虽然是躲了过去,不过这躲的并不算完美,巨大的惯性让阮暄和在地上翻滚,眼看就要刹不住了。
“暄和!”
熟悉的声音传入耳朵,阮暄和心底喊了句。
楼以明?
砰地一下,撞进了一个带着暖意的怀抱。
抑制不住喉间的腥甜,噗的一声吐了出来。
木柱朝前袭去,只听到一声巨大的响声回荡在森林上空。
沈星宇已经将木柱劈成两半。
这次危机算是不太完美地化解了。
阮暄和被楼以明揽着坐直身子,看着赶来的沈星宇有气无力地打趣着:“星宇还有这么好的劈柴功夫呢”
看着嘴角还挂着血迹的阮暄和,沈星宇没好气,但是也没出声回怼。
手腕被关施琳搭住打断了阮暄和正预开口的话:“我看暄和方才招式应是会武,怎么脉象却如此……”

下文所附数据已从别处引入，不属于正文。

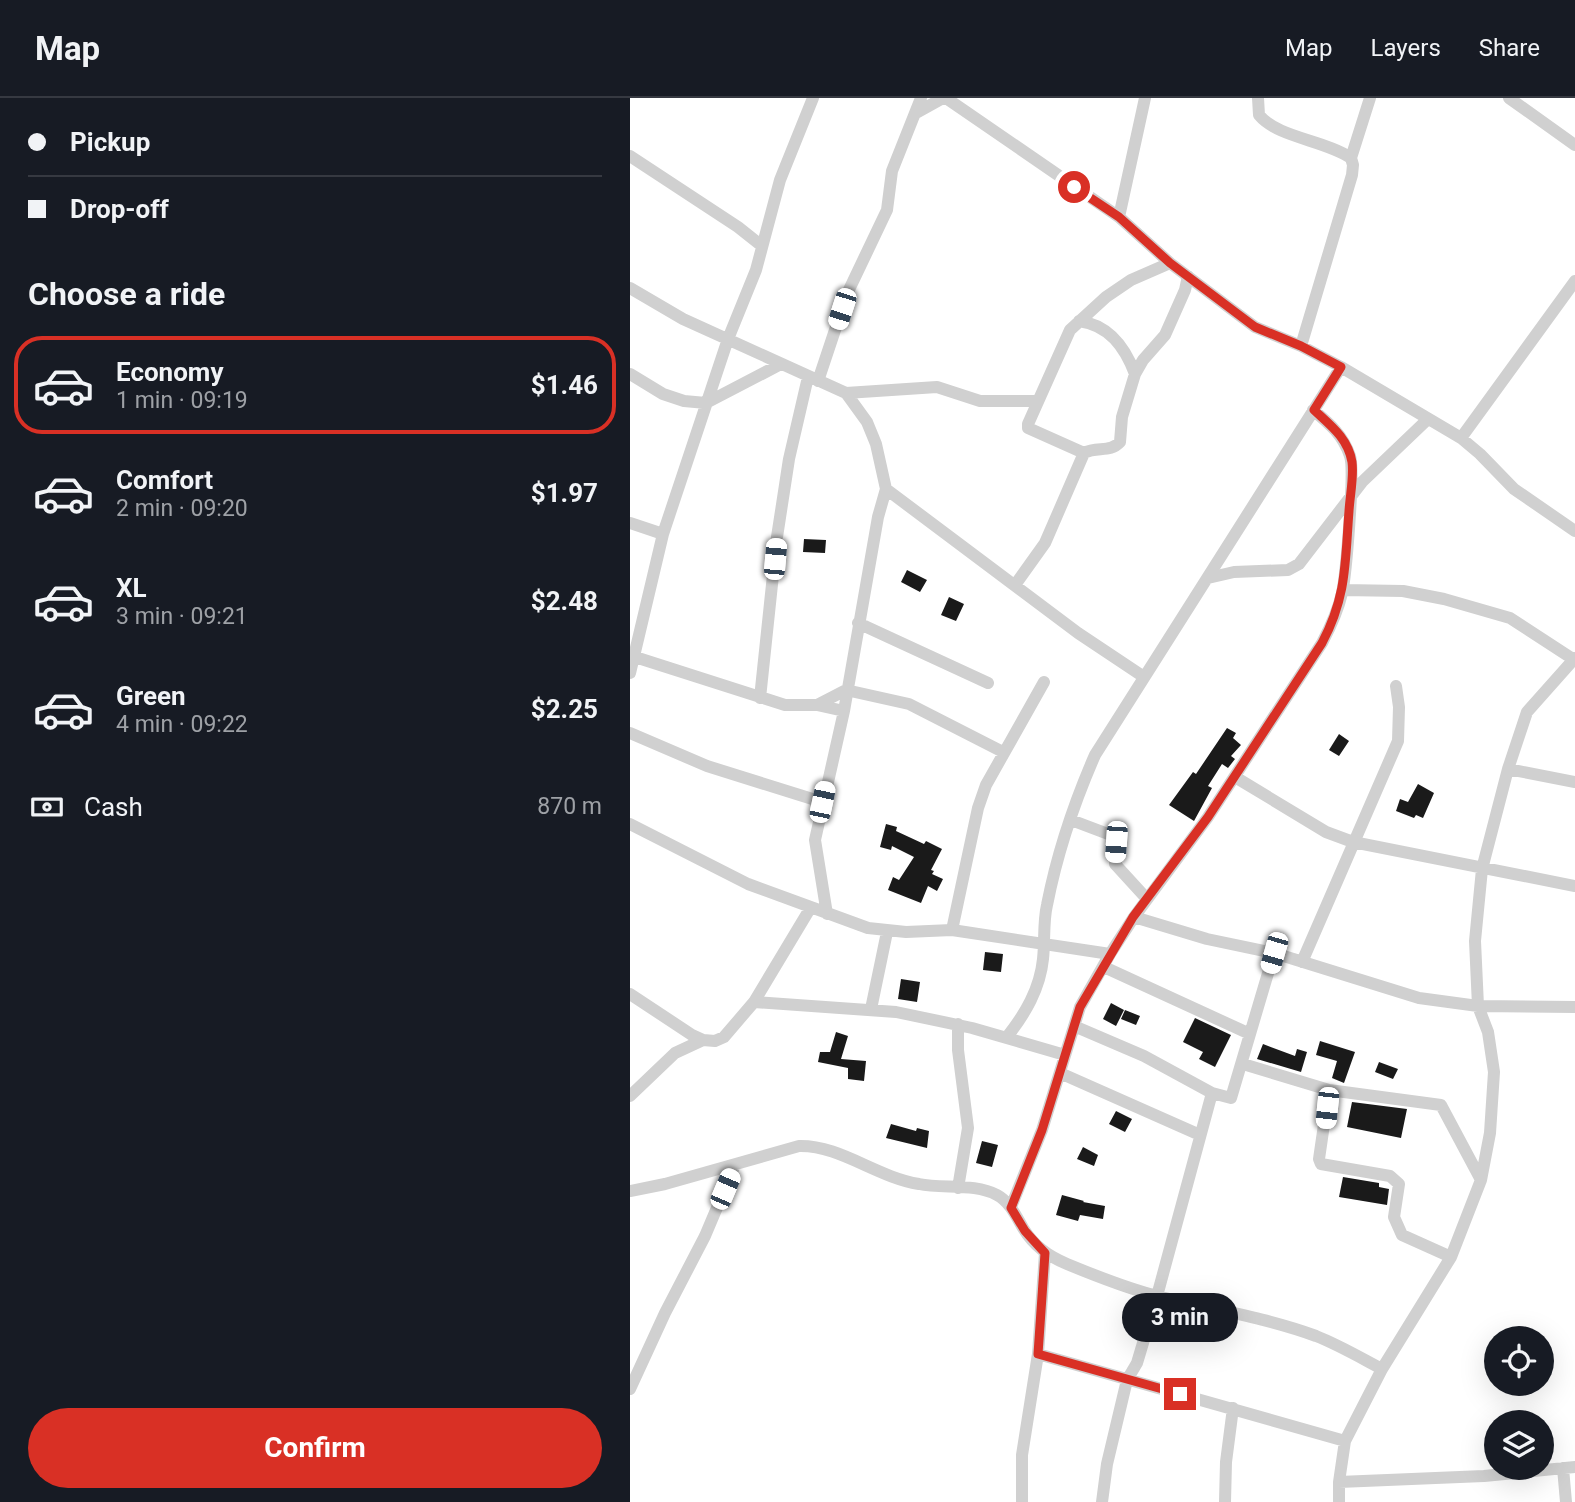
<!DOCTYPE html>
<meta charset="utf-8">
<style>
body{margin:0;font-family:Roboto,sans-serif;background:#242831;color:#f1f3f6;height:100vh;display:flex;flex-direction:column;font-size:26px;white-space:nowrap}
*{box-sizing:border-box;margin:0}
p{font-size:23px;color:#9ea1a6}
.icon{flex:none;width:38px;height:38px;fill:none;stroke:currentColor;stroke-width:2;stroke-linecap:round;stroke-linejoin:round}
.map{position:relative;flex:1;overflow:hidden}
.details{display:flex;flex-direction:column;background:#171b24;width:630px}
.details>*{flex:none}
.hud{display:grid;align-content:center;height:154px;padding:0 28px;background:#171b24}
.tools{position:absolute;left:854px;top:1228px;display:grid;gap:14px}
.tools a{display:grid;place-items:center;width:70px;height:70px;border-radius:50%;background:#171b24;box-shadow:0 7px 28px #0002;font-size:35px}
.end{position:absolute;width:32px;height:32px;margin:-16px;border:9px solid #d93025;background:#fff;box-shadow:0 0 0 4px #fff}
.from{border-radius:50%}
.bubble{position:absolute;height:49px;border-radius:24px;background:#171b24;box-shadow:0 7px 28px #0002;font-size:23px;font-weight:700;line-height:49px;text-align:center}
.car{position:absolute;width:21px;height:42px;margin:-21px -10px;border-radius:9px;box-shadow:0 0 5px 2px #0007;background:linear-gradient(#fff 24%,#345 0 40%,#fff 0 76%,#345 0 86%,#fff 0)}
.hud b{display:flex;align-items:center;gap:24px;height:66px;font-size:26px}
.hud b+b{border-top:2px solid #363941}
.hud i{width:18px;height:18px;background:#f1f3f6}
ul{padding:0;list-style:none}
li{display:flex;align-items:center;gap:21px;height:98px;margin:0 14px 10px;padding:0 14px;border:4px solid transparent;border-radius:28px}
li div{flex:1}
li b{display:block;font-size:26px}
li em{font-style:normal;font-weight:700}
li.selected{border-color:#d93025}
li>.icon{width:63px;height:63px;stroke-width:1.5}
h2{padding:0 28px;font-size:32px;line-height:84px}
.pay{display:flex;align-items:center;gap:18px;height:77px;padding:0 28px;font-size:26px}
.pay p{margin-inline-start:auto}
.button{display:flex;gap:14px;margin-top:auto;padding:14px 28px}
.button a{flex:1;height:80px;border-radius:42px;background:#d93025;color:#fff;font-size:28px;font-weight:700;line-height:80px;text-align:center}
header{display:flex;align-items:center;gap:42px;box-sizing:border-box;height:98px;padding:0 35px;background:#171b24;border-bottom:2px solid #363941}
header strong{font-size:33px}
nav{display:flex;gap:38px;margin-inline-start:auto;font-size:24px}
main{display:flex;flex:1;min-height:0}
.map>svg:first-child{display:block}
.building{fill:#1a1a1a}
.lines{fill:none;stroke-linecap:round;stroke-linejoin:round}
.street{stroke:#d0d0d0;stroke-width:12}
.route{stroke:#d93025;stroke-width:9}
</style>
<header>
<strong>Map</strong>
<nav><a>Map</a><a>Layers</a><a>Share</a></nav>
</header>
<main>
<section class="details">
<div class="hud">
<b><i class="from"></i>Pickup</b>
<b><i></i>Drop-off</b>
</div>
<h2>Choose a ride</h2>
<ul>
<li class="selected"><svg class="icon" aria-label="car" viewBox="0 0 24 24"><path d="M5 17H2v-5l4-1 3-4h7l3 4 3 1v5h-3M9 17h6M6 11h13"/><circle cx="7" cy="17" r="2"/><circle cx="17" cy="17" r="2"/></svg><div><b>Economy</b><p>1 min · 09:19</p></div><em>$1.46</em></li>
<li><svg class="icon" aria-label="car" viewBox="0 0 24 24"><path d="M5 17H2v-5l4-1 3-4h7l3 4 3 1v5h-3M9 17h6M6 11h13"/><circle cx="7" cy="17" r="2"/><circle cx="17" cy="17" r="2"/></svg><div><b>Comfort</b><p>2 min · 09:20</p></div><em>$1.97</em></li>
<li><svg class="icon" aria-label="car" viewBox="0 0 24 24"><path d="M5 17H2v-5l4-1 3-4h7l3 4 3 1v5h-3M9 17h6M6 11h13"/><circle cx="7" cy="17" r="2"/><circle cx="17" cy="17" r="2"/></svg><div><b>XL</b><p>3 min · 09:21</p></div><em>$2.48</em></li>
<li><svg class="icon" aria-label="car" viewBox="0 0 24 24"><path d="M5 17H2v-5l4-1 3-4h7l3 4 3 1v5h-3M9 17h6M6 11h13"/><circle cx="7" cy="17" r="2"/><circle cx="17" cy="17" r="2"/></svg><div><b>Green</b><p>4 min · 09:22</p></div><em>$2.25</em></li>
</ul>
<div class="pay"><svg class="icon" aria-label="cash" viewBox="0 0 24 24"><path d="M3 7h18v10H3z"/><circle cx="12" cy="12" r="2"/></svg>Cash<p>870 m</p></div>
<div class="button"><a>Confirm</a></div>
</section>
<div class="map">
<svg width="945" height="1404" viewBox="0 0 945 1404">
<rect width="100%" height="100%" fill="#fff"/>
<path class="building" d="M 174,441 L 196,442 L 195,455 L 173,454 Z
M 277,472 L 297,482 L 290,494 L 271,484 Z
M 319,499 L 334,506 L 326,523 L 311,517 Z
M 597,630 L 606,635 L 603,640 L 611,647 L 601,658 L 605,661 L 598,670 L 592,666 L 578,688 L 582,690 L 564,723 L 539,707 L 563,674 L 566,676 Z
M 709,636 L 719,643 L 709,658 L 699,652 Z
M 788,686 L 804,695 L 793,720 L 786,717 L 784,720 L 766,713 L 770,701 L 778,704 Z
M 256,726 L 267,729 L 266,733 L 294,746 L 296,743 L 312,751 L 301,772 L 304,773 L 302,776 L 313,781 L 307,793 L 298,788 L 291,805 L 258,792 L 263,779 L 269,782 L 284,759 L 262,748 L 261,752 L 250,749 Z
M 355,854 L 373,856 L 371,874 L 353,872 Z
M 271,881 L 290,884 L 287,904 L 268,901 Z
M 481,905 L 494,912 L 486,928 L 473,921 Z
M 495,912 L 510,918 L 506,927 L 491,921 Z
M 565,920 L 601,937 L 585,969 L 569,961 L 573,954 L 553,944 Z
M 206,934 L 218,938 L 211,961 L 236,963 L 234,983 L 218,981 L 218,970 L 188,964 L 190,954 L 200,954 Z
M 690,943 L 725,954 L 714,985 L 702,980 L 707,963 L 686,957 Z
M 633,946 L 665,958 L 667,951 L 677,954 L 671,974 L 627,961 Z
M 749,964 L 768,971 L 763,981 L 745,974 Z
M 722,1004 L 777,1011 L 771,1040 L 717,1029 Z
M 486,1013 L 502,1021 L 495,1034 L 479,1026 Z
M 261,1026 L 286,1033 L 287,1030 L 299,1033 L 297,1050 L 256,1040 Z
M 352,1043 L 368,1047 L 362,1069 L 346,1065 Z
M 453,1049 L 468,1057 L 464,1068 L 447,1061 Z
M 713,1079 L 749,1085 L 749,1089 L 759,1091 L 757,1107 L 709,1099 Z
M 432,1097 L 454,1103 L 453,1104 L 475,1108 L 473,1121 L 450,1117 L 448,1123 L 426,1117 Z"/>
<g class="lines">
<path class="street" d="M 316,0 L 489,119 L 540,165 L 625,229 L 671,248 L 711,269 L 831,340 L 850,356 L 884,391 L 945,433
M 628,0 L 629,17 C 648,40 695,42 721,60
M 879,0 L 945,47
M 286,15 L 313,0
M 0,58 L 108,129 L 132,148
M 489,119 L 515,0
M 0,190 L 53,221 L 216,295 L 237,324 L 246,346 L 256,391 L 448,535 L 514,579
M 449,223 C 479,227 495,249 505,276
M 671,248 L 722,77 L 723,67 L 721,60 L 740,0
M 0,276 L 33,296 L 54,303 L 76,305 L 151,266
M 188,283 L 217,196 L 257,112 L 262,73 L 291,0
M 216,295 L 307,289 L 350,303 L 407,303
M 831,340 L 945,183
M 454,355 L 398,330 L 398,326 L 440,232 L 476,199 L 501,182 L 540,165
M 0,425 L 33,436
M 578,480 L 604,474 L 658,472 L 669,466 L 732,384 L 798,321
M 385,487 L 415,445 L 454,355 C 467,348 480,355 490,344 L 492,319 L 505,276 L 513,262 L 535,237 L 555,192 L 558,178
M 713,492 L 773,493 L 814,501 L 880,520 L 943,561
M 228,525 L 358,585
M 5,559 L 155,607 L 187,607 L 214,613
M 0,575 L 33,436 L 98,241 L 126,172 L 150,82 L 183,0
M 130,600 L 147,439 L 159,361 L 178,279
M 187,607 L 216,592 L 279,606 L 373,654
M 0,635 L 77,668 L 192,704
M 878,671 L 945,684
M 605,679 L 696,734 L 723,744 L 945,788
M 441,722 L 486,739 L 485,766 L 517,801
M 0,726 L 118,786 L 238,830 L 276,834 L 322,832 L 480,856 L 504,819 L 577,841 L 644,855 L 789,900 L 848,908 L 945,909
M 197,816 L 185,742 L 214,613 L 248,419 L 256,391
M 504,819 L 578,719 L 692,545 C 701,528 708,513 712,495 C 716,477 725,372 720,358 C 713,337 700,326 683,312
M 322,832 L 348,710 L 356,687 L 414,584
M 672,864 L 768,643 L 769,609 L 766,588
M 474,869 L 620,936
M 0,896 L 62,937 L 73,942 L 85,943 L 94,939 L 124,904 L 181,809
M 124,904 L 266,914 L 342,930 L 435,957
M 241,911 L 257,834
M 444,928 L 514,958 L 582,995 L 601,1000 L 644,855
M 377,939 C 395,916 410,891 413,861 C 415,843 413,824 417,807 C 427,756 444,705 465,657 L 711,269
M 613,966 L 699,992 L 811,1007 L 851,1082
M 430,975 L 570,1037
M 699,992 L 689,1061 L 691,1066 L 760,1078 L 769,1086 L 764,1119 L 772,1137 L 821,1159
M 0,998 L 45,955 L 73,942
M 328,1090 L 338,1030 L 328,952 L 328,926
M 0,1093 L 35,1086 L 169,1048 C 210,1047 246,1079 289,1086 C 313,1091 345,1085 367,1097 C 380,1104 386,1118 393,1130 C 404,1148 418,1158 437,1166 C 466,1178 496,1190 527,1198 C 580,1211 634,1219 686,1238 C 709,1247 731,1260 752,1271
M 381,1109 L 412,1032 L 450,909 L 480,856
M 408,1256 L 715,1343
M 0,1291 L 35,1215 L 75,1138 L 105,1067
M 933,1370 L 936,1404
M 709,1384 L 854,1378 L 945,1369
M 392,1404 L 392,1357 L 408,1256 L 415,1155
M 472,1404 L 477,1366 L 497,1282 L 507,1265 L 527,1198 L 582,995
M 595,1404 L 596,1364 L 603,1310
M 709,1404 L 709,1384 L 715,1343 L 752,1271 L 821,1159 L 851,1082 L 860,1035 L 864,974 L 858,934 L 848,908 L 845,843 L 852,771 L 878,671 L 897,614 L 945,560"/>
</g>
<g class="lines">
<path class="route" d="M 444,89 L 489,119 L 540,165 L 625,229 L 671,248 L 711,269 L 684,312 C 700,327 718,340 722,364 C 724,379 720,397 719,413 C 715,464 717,498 692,545 L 578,719 L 503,819 L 450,909 L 412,1032 L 381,1110 L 395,1133 L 415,1155 L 408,1256 L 550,1296"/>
</g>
</svg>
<div class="tools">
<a><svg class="icon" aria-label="locate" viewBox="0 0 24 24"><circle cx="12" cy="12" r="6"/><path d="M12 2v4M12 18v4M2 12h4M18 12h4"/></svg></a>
<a><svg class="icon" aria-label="layers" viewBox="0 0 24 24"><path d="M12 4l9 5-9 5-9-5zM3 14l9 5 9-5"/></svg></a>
</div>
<i class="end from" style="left:444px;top:89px"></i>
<i class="end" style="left:550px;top:1296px"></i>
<div class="bubble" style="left:492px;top:1195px;width:116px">3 min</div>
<i class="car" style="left:212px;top:211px;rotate:198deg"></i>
<i class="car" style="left:145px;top:461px;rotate:5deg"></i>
<i class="car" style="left:192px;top:704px;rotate:12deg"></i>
<i class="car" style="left:486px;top:744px;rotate:184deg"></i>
<i class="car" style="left:644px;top:855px;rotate:196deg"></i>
<i class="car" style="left:697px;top:1010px;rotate:186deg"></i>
<i class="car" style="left:95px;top:1091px;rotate:23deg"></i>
</div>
</main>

“我没事,一时没站稳而已。”阮暄和抽回自己的手,打断了关施琳的话。
拍了拍抱着自己的楼以明,示意对方松手。
关施琳抬眼看了看一语不发的楼以明:“这里似乎是被触动了什么机关,星宇我们先去看看吧。”
沈星宇点头,看了一眼阮暄和,跟着关施琳朝前走去。
两人走远,阮暄和转头准备开口,刚张了张嘴,就被楼以明一把抱住。
“楼……”准备说些什么,感受到对方颤抖的胸腔,最终没有说话。
转而无声地拍打着他有些发抖的背。
良久,阮暄和觉得脖子一直仰着有点酸了:“我没事了,你要不先松开。”
“以后,你能不能就靠我一次……”
楼以明声音很轻。
不过突然地这句话让阮暄和摸不着头脑。
“什么?”下意识的就问了出来。
楼以明抿唇,将面前的人拉过对视着。
断崖上的事情,我不想经历第二遍……
茶色的瞳孔盯着她转了又转,最终还是没有说出口。
将阮暄和头上的杂草摘了摘,楼以明牵起她的手:“没什么,走吧。”
森林间高低树木交错,盘根错节。
枝杈交互,才抵住了萧瑟风霜。
阮暄和任由楼以明拉着向前:“好啊,那以后,就劳烦楼公子保护了。”
楼以明脚步顿了顿,继而继续向前走着。